I had a great time as a recent panellist for the Belfast Lean In chapter, Women In Tech Belfast, discussing the nature of ‘tech talks’ and tips for writing and delivering them, as well as overcoming nerves as a speaker.
This post is an attempt to more eloquently gather my thoughts, and will hopefully be of use to anyone considering a talk. I’ve included videos of a few recent talks I’ve enjoyed for flavour. Sorry if my writing is a bit terse, but there’s a lot to get through!
Obligatory disclaimer - these are just my opinions, based on my experience as a frequent speaker and meetup host in the Belfast tech community. Onward!
- A ‘tech talk’ usually involves tools, technologies or techniques relevant to software and/or hardware
- Speaking is is a superb way to broaden knowledge, gain confidence, boost your CV, and give back to the community
- Giving a talk doesn’t mean you have to be an ‘expert’ on your subject
- Choose a topic you are passionate about, and link it to tech
- Make as many notes as you need to use when speaking
- Brainstorm and practice with friends to make yourself comfortable
- Seek support from organisers if certain aspects (e.g. taking questions) are a concern for you
- Everyone wants you to succeed!
What even is a tech talk?
The idea of a ‘technical talk’ can be pretty nebulous and intimidating. I’ve met people who are willing to speak as long as it’s not a ‘tech talk’, as if the idea is to be feared and avoided.
I would define it thus:
A technical talk is a presentation, discussion or exploration of specific tools, technologies or techniques related to hardware and/or software.
That’s really it for me. Note that I haven’t mentioned code slides, live demos, and so on. Your topic could work with a few diagrams, without the need for code, as might be the case for many tech subjects like networks, performance, and so on.
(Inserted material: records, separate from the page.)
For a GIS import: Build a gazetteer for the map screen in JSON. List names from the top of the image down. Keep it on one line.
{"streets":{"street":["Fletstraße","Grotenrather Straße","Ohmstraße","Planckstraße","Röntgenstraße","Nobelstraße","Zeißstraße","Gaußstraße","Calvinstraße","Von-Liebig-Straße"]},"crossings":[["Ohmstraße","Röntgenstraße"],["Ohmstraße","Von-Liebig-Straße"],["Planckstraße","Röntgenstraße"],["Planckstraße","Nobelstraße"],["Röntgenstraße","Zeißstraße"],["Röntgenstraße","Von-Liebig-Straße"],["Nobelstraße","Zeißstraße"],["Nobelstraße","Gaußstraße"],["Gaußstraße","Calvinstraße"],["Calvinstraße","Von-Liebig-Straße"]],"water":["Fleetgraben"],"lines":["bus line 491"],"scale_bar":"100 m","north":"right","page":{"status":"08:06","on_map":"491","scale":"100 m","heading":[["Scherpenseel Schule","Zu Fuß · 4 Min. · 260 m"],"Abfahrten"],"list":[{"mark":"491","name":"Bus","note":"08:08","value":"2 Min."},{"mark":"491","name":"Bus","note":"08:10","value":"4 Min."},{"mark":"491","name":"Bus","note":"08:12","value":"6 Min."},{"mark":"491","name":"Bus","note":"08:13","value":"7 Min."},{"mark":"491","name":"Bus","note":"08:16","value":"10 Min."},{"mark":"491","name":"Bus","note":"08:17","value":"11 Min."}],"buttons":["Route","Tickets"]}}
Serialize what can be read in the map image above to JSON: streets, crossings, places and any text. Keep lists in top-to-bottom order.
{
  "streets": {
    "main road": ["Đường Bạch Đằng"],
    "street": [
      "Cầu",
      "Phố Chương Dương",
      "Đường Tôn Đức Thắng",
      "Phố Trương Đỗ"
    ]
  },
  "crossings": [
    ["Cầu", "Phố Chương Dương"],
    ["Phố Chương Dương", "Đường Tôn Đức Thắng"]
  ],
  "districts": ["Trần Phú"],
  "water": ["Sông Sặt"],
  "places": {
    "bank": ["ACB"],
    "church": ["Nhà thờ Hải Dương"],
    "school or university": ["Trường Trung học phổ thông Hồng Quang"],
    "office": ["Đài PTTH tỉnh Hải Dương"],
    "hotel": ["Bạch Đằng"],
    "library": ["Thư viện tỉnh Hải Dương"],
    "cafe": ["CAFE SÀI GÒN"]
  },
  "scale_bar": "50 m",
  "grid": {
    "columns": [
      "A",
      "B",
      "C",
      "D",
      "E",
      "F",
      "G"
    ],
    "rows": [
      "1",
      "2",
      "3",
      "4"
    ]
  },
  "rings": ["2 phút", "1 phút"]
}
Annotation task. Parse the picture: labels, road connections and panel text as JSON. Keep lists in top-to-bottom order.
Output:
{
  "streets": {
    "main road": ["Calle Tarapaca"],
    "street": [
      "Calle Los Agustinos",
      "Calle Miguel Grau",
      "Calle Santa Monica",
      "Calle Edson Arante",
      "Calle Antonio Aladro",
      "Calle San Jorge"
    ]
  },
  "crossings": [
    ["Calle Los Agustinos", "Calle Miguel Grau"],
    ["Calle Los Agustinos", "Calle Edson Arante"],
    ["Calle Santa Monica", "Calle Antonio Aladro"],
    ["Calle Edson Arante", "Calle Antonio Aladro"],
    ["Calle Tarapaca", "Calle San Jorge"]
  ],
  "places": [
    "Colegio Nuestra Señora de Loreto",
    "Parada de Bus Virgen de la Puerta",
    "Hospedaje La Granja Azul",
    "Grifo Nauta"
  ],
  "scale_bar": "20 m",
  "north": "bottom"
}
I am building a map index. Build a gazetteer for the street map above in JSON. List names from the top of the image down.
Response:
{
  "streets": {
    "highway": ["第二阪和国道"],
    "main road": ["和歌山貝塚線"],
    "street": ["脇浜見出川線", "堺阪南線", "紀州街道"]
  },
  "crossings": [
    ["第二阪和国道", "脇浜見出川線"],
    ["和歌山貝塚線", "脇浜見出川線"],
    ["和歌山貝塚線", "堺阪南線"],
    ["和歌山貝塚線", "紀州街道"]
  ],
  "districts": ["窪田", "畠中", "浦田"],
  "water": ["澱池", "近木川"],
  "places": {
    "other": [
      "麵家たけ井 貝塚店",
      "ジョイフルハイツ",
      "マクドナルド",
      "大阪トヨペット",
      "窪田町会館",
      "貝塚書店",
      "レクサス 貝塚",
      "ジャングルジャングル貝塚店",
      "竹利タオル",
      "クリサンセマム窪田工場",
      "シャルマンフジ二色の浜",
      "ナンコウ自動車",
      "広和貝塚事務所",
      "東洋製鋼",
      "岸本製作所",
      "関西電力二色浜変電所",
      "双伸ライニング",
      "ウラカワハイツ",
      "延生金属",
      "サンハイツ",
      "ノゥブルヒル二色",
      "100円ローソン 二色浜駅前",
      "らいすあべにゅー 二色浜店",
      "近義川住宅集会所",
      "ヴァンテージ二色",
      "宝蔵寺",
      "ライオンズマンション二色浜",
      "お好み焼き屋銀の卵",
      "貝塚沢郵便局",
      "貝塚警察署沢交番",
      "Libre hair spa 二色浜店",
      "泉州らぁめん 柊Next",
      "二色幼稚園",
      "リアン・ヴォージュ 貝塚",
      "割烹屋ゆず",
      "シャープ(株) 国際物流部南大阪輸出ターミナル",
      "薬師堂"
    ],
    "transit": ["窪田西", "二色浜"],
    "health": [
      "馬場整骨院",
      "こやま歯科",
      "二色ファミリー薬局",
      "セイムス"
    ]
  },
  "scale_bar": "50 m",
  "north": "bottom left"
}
By comparison, ‘non-technical talks’ involve business goals, project/team management, personal journeys, occupational/mental health, and so on. These subjects sometimes lack representation, which is a mistake. They’re just as valuable as the most esoteric tech deep-dive, in my opinion, and arguably more accessible to a wider audience. That’s another blog post, perhaps. :)
Tech talks inherently require some familiarity with the nuts-and-bolts of a given topic, but you certainly don’t need to consider yourself an ‘expert’ - more on that in a moment.
Topics don’t have to be niche, unique, or advanced to have value. Straightforward talks are often more easily digestible. Even experienced people need a refresher now and again, and welcome the opportunity. Good events (like NIDevConf) try to represent the breadth and depth of the whole community, so you will nearly always find a spot that suits you.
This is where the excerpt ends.